Content area
Reinforcement learning (RL) is one of the most promising pathway towards building decision-making systems that can learn from their own successes and mistakes. However, despite their potential, RL agents often struggle to learn complex tasks, proving too inefficient, both in terms of samples and computational resources, and unstable in practice. To enable RL-based agents to live up to their potential, we need to address these limitation.
To this end, we take a close look as the mechanisms that lead to unstable and inefficient value function learning with neural networks. Learned value functions overestimate true returns during training, and this overestimation is linked to unstable learning in the feature representation layers of neural networks. To counteract this, we show the need for proper normalization of learned value approximations. Building on this insight, we then investigate model-based auxiliary tasks to stabilize feature learning further. We find that model-based self-prediction, in combination with value learning, leads to stable features.

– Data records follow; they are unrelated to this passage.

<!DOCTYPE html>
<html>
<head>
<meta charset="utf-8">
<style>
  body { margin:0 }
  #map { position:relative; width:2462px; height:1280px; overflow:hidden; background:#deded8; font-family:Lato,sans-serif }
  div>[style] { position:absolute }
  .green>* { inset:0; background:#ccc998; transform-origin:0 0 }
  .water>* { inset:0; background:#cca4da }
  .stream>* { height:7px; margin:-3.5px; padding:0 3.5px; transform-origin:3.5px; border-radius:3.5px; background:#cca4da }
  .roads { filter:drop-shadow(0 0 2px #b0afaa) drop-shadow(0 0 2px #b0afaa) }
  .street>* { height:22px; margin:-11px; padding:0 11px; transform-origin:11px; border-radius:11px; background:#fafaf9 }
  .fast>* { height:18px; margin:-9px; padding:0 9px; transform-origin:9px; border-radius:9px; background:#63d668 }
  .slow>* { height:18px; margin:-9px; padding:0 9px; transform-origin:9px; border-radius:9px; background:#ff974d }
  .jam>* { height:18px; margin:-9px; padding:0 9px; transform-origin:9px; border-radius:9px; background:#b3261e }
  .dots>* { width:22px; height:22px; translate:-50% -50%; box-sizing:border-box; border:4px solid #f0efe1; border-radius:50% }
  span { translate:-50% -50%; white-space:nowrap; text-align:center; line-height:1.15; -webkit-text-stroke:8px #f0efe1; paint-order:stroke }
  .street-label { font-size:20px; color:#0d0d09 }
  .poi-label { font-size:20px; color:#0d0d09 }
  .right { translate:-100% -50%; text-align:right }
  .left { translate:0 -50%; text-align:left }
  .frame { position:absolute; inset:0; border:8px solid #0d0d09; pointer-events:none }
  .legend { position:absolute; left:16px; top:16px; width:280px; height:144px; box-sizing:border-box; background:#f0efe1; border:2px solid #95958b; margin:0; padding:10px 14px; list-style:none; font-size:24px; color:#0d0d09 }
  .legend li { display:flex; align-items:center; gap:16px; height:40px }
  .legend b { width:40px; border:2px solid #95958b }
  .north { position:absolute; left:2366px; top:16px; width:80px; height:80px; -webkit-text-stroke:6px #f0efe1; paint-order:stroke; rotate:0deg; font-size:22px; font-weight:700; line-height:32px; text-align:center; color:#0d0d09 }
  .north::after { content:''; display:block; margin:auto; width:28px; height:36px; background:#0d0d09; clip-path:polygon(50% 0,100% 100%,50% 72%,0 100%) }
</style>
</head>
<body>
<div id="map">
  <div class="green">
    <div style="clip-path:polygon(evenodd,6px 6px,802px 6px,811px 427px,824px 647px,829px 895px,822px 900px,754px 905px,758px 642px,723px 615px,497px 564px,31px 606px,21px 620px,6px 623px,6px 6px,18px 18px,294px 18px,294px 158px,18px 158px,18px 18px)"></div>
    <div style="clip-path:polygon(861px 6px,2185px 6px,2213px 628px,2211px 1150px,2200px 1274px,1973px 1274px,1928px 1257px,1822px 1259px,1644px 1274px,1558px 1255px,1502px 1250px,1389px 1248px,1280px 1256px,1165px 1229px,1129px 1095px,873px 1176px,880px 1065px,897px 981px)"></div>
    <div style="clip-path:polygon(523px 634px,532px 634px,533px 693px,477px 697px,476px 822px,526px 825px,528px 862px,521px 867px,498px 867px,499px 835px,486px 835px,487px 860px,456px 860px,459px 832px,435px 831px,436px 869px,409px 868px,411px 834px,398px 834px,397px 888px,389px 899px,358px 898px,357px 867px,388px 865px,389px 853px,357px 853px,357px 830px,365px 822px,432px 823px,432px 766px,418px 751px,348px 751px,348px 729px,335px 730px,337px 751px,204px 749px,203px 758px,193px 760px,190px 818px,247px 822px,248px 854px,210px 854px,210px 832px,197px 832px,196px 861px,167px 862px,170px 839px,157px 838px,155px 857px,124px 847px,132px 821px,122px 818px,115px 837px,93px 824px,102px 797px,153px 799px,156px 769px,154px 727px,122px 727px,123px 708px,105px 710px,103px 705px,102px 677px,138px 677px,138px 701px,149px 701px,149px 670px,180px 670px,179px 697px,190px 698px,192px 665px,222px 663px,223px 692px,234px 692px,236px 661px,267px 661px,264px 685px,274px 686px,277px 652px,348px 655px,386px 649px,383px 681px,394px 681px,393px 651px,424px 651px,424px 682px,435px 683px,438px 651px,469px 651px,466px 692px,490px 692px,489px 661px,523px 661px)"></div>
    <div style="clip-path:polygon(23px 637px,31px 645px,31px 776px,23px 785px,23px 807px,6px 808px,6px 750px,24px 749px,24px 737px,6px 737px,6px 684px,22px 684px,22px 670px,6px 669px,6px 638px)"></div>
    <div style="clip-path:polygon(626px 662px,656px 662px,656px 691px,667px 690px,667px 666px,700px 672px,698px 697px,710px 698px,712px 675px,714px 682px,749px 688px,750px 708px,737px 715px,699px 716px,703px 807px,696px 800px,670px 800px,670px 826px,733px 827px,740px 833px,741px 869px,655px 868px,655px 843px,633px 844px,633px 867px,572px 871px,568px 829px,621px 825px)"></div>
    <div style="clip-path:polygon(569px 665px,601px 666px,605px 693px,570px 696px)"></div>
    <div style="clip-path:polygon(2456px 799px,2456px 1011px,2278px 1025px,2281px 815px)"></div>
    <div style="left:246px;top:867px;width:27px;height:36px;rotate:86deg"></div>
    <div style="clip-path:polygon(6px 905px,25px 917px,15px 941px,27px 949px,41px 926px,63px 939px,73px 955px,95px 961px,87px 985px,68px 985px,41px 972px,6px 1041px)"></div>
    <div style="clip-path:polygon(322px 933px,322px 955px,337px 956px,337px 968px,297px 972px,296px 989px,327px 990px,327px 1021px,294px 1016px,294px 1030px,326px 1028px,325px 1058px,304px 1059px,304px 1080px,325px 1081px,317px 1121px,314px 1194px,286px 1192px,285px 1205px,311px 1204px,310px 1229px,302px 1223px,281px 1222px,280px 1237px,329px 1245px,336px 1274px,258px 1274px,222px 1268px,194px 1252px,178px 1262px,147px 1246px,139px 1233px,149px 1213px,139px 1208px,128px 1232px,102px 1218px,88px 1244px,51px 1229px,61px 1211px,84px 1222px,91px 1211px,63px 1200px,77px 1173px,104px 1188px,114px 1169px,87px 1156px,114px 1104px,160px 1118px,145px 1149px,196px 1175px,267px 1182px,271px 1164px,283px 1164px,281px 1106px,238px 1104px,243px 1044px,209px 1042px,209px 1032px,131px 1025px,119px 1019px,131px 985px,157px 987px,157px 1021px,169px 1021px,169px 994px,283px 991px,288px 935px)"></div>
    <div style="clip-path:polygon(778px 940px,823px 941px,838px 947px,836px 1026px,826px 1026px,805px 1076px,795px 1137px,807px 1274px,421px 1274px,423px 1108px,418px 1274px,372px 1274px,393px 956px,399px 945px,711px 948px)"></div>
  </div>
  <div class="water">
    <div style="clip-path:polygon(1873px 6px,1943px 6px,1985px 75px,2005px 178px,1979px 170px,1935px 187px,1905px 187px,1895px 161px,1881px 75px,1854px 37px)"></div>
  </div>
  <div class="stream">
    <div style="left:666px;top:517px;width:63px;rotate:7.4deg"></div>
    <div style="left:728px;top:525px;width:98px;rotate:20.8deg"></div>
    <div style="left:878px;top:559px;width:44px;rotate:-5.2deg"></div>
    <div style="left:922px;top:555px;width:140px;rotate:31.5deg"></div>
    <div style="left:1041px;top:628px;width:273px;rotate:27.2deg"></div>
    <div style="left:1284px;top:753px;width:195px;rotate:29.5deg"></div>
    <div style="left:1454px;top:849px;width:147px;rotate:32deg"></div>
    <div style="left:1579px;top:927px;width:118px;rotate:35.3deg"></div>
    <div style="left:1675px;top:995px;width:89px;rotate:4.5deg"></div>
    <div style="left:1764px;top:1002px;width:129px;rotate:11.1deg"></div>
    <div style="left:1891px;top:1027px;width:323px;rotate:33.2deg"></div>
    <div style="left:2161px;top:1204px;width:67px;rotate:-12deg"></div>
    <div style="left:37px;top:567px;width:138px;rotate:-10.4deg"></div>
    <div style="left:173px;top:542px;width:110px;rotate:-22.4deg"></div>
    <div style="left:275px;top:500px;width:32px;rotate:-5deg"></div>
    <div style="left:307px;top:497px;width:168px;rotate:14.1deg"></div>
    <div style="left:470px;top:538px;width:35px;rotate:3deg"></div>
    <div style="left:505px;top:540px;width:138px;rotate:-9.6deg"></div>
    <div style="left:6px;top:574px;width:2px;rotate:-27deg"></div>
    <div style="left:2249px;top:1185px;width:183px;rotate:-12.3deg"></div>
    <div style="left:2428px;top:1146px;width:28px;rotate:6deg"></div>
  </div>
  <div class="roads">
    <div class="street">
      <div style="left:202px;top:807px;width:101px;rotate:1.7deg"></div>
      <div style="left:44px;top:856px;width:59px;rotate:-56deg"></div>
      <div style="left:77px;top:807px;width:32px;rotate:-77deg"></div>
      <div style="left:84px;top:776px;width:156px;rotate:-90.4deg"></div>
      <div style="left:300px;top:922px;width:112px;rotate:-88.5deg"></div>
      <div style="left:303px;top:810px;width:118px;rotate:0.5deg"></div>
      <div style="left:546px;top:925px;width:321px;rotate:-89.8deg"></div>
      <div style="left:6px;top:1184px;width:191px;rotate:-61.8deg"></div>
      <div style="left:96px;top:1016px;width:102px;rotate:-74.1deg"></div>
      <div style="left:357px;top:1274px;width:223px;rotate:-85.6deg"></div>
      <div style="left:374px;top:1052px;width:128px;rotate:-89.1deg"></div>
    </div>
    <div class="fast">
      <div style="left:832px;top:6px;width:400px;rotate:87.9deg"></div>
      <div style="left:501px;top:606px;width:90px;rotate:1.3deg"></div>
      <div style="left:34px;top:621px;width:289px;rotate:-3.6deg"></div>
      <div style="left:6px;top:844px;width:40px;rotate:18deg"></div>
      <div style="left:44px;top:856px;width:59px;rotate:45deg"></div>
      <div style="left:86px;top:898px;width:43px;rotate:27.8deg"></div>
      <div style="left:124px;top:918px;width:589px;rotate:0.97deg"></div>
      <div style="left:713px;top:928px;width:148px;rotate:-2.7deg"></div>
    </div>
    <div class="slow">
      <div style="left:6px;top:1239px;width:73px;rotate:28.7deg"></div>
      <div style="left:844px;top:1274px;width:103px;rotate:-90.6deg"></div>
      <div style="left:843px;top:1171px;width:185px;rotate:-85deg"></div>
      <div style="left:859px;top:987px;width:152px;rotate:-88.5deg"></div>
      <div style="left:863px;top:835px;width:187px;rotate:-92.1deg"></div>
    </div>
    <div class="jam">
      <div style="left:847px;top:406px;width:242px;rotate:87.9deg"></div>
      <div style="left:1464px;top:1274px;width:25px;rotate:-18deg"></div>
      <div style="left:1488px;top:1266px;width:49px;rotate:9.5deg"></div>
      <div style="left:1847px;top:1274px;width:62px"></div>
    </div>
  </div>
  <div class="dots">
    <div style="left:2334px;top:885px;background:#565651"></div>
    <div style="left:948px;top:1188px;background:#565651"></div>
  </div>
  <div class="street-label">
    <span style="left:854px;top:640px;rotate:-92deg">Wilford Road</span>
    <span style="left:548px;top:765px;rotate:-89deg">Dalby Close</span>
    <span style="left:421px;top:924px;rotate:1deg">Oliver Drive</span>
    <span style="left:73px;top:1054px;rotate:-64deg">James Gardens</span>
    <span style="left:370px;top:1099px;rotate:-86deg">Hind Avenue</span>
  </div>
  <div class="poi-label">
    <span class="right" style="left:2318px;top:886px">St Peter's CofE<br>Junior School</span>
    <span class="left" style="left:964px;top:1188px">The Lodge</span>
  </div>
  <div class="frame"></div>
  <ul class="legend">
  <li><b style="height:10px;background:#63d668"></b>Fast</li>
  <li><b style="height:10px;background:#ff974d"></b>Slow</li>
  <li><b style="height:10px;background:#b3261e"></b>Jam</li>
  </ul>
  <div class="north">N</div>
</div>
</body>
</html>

Moving beyond feature learning, we investigate decision-aware model learning. We find that, similar to the issues encountered in representation learning, tying model updates to the value function can lead to unstable and even diverging model learning. This problem can be mitigated in observation-space models by using the value function gradient to measure its sensitivity with regard to model errors. We then move on to combine our insights into representation learning and model learning. We discuss the family of value-aware model learning algorithms and show how to extend its losses to account for learning with stochastic models. Finally, we show that combining all previous insights in a unified architecture can lead to stable and efficient value function learning.